This Week’s Articles — 9/16 to 9/22/2012

September 23, 2012 YA books 0

A new study of iPad owners shows that parents prefer paper books for co-reading with or to their children — except on trips.  The survey also goes into parents reasons for not co-reading on the iPad; their perceptions about the value of added animations, audio narration, and other features; and which format parents believe their children prefer for co-reading.  You can read Nate Hoffelder’s summary of the findings here, or read the actual report, with plenty of bar graphs, here.  (The Digital Reader; Joan Ganz Cooney Center)

Four publishers and Apple have offered to settle in the EU ebook price-fixing antitrust investigation.  The settlement is similar to the one recently approved in the U.S.  (Nate Hoffelder, The Digital Reader)

Andrew Rhomberg muses on Kindle and iPad use and how it stacks up against paper books, based on his own observations in and about Great Britain.  (Digital Book World)

“Gartner predicts raft of fake reviews by 2014” (Gigacom).  Frankly, that’s depressing. Well, you won’t see any on this blog.  I do my best to write honest, fair reviews, whether I get the book from the publisher, the author, the library, a friend, or purchase it myself.

55% of consumers buying YA novels are adults, with the largest group being between the ages of 30 and 44.  And no, they’re not just buying them for teens; the vast majority are buying at least some for their own reading.  (Publishers Weekly)  This is hardly news to anyone in the book blogosphere, since there are a fair number of adult book bloggers focusing on YA books (particularly fantasy.) Kelly Gallagher of Bowker Research attributes the trend to the success of the Hunger Games trilogy, which seems odd to me; the first YA books wildly popular among adults as well as teens must surely have been the Harry Potter novels, followed by the Twilight saga (though the latter did much better with female readers than male.)  What really confounds me in all the talk of YA as an exploding market, though, is that no one has pointed out that YA books are (Harry Potter notwithstanding) much more “adult” in content than they used to be.  In fact, it seems to me that a lot of books are being published as YA now which would once have been published as adult fantasy.  Robin McKinley’s  vampire novel Sunshine is a case in point; when it first came out, it was marketed and shelved in the fantasy section.  It’s recently been re-released — as a YA novel.    

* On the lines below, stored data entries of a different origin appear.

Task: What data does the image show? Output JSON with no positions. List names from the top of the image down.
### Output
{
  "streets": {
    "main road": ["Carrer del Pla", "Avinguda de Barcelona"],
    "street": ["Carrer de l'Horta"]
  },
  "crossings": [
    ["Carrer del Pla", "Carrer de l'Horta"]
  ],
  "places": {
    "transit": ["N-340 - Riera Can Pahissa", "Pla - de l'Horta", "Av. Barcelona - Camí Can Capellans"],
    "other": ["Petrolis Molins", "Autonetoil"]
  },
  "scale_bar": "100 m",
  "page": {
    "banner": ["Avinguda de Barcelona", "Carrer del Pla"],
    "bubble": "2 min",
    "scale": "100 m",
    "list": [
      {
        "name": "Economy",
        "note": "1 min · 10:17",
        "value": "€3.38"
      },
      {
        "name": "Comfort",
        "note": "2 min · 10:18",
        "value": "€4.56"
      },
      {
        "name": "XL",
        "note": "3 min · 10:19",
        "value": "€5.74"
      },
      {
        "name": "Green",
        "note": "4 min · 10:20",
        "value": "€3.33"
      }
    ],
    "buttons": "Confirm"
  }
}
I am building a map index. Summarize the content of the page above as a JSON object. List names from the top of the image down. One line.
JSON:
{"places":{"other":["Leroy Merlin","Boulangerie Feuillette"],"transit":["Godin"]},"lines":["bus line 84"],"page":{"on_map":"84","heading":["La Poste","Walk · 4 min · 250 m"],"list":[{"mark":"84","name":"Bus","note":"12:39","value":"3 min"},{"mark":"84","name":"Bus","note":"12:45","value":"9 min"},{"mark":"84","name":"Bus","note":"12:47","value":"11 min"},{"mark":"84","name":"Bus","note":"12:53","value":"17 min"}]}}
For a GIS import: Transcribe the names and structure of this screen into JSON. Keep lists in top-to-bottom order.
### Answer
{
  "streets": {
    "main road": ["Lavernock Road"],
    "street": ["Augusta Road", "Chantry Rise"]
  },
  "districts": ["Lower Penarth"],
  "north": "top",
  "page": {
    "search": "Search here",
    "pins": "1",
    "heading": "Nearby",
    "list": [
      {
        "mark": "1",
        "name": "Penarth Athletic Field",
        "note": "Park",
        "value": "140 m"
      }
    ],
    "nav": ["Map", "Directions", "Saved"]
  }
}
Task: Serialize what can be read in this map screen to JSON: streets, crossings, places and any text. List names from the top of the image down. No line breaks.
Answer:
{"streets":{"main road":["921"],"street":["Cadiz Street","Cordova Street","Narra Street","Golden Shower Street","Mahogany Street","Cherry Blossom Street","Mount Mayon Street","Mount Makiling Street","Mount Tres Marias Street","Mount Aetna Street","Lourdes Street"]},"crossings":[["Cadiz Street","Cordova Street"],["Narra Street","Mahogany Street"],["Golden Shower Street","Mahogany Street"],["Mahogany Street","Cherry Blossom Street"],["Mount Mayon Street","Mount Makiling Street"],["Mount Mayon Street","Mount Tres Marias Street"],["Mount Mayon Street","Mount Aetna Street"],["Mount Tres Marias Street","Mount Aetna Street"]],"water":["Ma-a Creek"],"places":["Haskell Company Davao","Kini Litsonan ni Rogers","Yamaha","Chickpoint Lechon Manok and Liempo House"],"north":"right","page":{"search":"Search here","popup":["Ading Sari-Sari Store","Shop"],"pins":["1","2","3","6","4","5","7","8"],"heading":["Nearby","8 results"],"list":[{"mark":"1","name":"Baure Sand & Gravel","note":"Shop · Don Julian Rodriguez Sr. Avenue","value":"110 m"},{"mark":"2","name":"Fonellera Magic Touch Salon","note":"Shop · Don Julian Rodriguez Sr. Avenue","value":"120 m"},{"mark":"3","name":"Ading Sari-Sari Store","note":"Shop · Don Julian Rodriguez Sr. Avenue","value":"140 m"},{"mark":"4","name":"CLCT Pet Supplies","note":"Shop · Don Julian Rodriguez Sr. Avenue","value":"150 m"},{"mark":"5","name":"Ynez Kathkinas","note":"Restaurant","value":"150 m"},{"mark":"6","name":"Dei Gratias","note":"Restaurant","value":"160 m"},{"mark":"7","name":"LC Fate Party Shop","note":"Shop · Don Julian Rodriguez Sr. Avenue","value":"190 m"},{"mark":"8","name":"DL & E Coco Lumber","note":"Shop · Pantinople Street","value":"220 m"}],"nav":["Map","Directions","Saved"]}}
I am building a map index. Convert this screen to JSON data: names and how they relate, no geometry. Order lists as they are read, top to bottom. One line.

And just for fun (and education): Jon Gingerich explains “20 Common Grammar Mistakes That (Almost) Everyone Makes.”  Guilty as charged; apparently I’ve been misusing “moot” for years.  (I did know most of the other common errors, though I’m not certain that I always use them correctly in everyday speech.)  If you consistently use all of these correctly, congratulations — you’re a grammar genius!